What is required:
From the first line of the records down to the one that holds "c.font = font", transcribe each line exactly and add nothing.

(Beginning of Data for processing)

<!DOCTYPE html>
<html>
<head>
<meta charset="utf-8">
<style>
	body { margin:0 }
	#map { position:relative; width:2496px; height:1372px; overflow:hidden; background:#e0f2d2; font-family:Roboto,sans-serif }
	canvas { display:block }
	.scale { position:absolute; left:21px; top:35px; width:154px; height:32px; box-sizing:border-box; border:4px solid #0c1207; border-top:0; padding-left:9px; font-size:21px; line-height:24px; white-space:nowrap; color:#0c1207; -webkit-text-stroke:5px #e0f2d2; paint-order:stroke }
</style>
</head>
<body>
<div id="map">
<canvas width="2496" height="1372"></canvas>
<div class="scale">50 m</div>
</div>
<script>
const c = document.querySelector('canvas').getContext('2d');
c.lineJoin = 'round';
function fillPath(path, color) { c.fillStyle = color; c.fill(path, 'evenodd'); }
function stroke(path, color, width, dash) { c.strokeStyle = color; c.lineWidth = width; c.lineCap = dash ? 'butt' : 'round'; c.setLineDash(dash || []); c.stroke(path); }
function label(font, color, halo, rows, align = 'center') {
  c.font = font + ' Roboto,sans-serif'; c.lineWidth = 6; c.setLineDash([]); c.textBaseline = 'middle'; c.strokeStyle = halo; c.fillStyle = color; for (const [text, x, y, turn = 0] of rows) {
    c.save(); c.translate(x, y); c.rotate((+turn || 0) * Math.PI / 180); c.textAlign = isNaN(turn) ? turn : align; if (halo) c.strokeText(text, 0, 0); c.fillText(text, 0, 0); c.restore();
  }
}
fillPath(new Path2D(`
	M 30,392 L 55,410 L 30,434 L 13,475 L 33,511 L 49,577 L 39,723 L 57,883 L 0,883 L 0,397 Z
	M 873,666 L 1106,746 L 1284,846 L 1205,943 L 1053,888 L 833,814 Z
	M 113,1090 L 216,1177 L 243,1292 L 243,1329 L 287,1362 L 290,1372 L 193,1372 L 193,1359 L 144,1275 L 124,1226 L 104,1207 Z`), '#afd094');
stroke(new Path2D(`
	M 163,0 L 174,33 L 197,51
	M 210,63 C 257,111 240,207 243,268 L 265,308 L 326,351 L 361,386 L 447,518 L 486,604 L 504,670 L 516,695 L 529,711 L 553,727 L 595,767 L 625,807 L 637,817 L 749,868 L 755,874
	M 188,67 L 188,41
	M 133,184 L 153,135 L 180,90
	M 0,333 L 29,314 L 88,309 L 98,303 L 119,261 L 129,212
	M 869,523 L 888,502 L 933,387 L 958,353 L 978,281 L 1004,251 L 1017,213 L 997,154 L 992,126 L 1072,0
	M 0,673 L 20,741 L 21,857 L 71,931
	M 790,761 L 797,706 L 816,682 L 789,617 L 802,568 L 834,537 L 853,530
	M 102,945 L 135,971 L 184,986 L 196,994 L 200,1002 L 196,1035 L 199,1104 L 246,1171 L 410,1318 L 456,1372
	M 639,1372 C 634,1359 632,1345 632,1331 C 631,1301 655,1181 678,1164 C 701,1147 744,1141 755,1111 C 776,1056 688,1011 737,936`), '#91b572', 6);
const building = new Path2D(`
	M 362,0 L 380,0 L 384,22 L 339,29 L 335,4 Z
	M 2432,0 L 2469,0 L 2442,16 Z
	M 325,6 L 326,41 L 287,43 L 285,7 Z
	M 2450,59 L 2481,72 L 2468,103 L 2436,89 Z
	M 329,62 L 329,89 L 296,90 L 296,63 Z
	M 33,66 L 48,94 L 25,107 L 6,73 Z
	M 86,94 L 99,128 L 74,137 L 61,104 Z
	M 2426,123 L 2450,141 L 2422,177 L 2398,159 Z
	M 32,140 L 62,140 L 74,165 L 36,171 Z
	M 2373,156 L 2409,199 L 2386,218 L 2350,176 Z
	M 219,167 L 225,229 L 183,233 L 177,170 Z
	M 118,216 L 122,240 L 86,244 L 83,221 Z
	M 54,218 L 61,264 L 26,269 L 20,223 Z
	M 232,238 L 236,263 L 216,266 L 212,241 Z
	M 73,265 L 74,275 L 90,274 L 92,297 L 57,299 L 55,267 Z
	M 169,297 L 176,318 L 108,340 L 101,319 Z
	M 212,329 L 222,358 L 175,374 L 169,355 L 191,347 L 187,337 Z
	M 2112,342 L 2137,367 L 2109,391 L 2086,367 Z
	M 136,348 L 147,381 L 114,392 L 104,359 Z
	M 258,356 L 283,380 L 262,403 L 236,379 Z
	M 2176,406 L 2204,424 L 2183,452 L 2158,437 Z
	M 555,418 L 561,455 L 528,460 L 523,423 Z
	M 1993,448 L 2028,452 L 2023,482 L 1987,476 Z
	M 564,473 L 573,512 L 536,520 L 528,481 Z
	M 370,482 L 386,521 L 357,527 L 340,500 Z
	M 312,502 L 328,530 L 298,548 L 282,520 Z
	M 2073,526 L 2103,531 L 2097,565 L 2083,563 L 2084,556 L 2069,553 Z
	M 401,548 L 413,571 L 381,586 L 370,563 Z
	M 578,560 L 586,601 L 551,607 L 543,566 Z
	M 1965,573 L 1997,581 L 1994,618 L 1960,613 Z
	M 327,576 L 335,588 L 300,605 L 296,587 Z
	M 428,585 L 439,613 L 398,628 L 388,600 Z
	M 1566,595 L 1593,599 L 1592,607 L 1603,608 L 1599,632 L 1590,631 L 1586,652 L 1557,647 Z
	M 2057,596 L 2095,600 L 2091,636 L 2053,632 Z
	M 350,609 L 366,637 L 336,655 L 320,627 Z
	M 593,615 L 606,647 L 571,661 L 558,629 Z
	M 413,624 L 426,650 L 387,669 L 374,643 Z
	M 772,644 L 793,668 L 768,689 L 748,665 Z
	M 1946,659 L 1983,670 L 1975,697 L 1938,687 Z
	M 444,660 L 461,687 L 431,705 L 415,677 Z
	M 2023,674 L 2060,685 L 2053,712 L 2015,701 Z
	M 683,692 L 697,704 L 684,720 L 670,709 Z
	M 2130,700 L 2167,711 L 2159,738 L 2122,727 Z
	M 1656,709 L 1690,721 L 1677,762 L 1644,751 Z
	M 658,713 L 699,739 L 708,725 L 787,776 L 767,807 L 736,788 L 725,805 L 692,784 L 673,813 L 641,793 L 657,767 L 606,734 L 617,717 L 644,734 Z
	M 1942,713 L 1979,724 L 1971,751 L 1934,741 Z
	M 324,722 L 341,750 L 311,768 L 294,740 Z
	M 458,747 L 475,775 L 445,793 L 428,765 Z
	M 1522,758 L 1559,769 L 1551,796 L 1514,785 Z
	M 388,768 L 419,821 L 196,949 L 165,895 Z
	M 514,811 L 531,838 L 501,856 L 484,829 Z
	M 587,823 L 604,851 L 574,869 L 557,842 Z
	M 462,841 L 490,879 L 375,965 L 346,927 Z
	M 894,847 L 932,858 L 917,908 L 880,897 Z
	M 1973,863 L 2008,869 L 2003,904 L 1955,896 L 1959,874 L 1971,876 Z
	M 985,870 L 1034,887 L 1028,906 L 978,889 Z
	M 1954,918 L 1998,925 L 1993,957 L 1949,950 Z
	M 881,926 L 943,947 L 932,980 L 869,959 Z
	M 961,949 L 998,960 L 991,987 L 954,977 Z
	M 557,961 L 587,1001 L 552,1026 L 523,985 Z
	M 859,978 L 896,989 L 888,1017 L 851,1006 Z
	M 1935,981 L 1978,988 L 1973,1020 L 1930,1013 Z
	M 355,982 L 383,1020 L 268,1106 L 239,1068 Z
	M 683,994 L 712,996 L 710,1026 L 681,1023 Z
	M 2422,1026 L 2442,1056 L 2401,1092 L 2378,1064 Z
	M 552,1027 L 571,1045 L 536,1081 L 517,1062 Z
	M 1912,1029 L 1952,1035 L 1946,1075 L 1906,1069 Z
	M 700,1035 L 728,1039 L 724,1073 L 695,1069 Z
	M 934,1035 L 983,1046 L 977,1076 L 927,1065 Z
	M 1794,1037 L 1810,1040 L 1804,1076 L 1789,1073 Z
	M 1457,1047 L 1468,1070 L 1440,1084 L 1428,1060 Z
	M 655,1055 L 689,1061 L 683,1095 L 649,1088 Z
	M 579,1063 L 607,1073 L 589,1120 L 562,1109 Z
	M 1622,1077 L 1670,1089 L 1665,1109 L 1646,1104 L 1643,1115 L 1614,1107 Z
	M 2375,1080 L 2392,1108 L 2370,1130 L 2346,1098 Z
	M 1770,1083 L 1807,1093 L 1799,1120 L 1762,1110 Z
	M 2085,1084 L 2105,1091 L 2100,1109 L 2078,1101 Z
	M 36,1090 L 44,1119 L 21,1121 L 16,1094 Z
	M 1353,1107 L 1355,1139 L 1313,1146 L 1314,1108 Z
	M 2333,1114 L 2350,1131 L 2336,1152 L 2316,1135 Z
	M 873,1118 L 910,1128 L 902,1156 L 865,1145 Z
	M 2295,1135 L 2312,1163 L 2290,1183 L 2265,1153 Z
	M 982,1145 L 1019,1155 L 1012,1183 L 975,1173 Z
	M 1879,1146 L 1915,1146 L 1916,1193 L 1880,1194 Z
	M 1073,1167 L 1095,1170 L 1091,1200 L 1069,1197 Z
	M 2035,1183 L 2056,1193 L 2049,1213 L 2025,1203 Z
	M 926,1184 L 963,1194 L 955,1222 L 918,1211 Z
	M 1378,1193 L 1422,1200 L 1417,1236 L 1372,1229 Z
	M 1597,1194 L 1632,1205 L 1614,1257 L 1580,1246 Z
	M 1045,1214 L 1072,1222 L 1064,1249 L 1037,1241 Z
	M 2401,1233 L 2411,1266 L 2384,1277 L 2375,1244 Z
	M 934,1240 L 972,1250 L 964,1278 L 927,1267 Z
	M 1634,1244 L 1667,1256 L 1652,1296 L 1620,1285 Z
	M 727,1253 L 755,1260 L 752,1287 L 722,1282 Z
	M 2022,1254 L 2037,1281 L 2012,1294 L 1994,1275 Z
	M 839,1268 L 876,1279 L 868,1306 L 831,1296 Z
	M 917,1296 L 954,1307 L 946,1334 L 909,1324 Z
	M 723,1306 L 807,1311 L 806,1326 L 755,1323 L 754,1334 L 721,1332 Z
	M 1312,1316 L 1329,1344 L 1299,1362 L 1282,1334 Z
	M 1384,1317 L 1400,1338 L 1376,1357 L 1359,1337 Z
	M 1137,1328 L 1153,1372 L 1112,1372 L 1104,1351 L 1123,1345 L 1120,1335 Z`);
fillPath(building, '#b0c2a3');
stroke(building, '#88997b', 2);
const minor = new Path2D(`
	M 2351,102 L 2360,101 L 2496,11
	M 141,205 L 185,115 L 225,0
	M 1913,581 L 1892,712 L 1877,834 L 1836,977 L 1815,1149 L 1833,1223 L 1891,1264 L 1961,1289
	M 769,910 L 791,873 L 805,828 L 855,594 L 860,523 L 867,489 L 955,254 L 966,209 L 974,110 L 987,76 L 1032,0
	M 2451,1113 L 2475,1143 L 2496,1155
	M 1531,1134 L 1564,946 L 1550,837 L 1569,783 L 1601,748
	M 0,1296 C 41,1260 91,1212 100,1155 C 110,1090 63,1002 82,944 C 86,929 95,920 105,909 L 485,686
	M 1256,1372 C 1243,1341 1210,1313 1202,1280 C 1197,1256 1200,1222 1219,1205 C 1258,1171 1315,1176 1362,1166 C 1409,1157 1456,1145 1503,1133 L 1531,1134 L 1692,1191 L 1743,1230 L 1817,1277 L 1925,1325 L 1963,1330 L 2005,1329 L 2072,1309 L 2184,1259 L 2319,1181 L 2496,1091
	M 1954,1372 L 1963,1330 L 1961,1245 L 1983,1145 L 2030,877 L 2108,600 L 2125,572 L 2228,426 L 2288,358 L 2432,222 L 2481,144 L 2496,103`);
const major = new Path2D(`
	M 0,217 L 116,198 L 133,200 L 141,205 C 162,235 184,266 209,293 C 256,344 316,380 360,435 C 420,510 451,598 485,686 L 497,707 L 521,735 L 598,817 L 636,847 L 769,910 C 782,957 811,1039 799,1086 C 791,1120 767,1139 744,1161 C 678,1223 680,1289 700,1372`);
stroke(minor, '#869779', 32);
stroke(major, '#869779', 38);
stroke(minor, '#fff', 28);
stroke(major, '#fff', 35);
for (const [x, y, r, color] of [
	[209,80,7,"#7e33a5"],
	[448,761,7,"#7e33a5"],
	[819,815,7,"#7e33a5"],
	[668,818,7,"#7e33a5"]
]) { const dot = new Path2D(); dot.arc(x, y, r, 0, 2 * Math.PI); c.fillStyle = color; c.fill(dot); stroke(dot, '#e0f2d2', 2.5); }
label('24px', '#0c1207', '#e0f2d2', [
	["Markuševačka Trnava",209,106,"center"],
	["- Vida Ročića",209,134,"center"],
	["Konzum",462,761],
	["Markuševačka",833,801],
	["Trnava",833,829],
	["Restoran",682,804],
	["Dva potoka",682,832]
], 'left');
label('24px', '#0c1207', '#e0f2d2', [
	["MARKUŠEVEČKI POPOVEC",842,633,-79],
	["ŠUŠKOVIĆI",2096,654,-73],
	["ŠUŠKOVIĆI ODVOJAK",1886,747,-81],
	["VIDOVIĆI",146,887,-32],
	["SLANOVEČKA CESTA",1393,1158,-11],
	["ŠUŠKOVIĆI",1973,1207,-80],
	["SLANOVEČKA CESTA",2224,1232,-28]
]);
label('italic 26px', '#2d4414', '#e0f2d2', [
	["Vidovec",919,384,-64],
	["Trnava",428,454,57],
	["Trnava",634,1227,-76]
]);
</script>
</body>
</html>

(End of Data for processing)

Result below:
<!DOCTYPE html>
<html>
<head>
<meta charset="utf-8">
<style>
	body { margin:0 }
	#map { position:relative; width:2496px; height:1372px; overflow:hidden; background:#e0f2d2; font-family:Roboto,sans-serif }
	canvas { display:block }
	.scale { position:absolute; left:21px; top:35px; width:154px; height:32px; box-sizing:border-box; border:4px solid #0c1207; border-top:0; padding-left:9px; font-size:21px; line-height:24px; white-space:nowrap; color:#0c1207; -webkit-text-stroke:5px #e0f2d2; paint-order:stroke }
</style>
</head>
<body>
<div id="map">
<canvas width="2496" height="1372"></canvas>
<div class="scale">50 m</div>
</div>
<script>
const c = document.querySelector('canvas').getContext('2d');
c.lineJoin = 'round';
function fillPath(path, color) { c.fillStyle = color; c.fill(path, 'evenodd'); }
function stroke(path, color, width, dash) { c.strokeStyle = color; c.lineWidth = width; c.lineCap = dash ? 'butt' : 'round'; c.setLineDash(dash || []); c.stroke(path); }
function label(font, color, halo, rows, align = 'center') {
  c.font = font + ' Roboto,sans-serif'; c.lineWidth = 6; c.setLineDash([]); c.textBaseline = 'middle'; c.strokeStyle = halo; c.fillStyle = color; for (const [text, x, y, turn = 0] of rows) {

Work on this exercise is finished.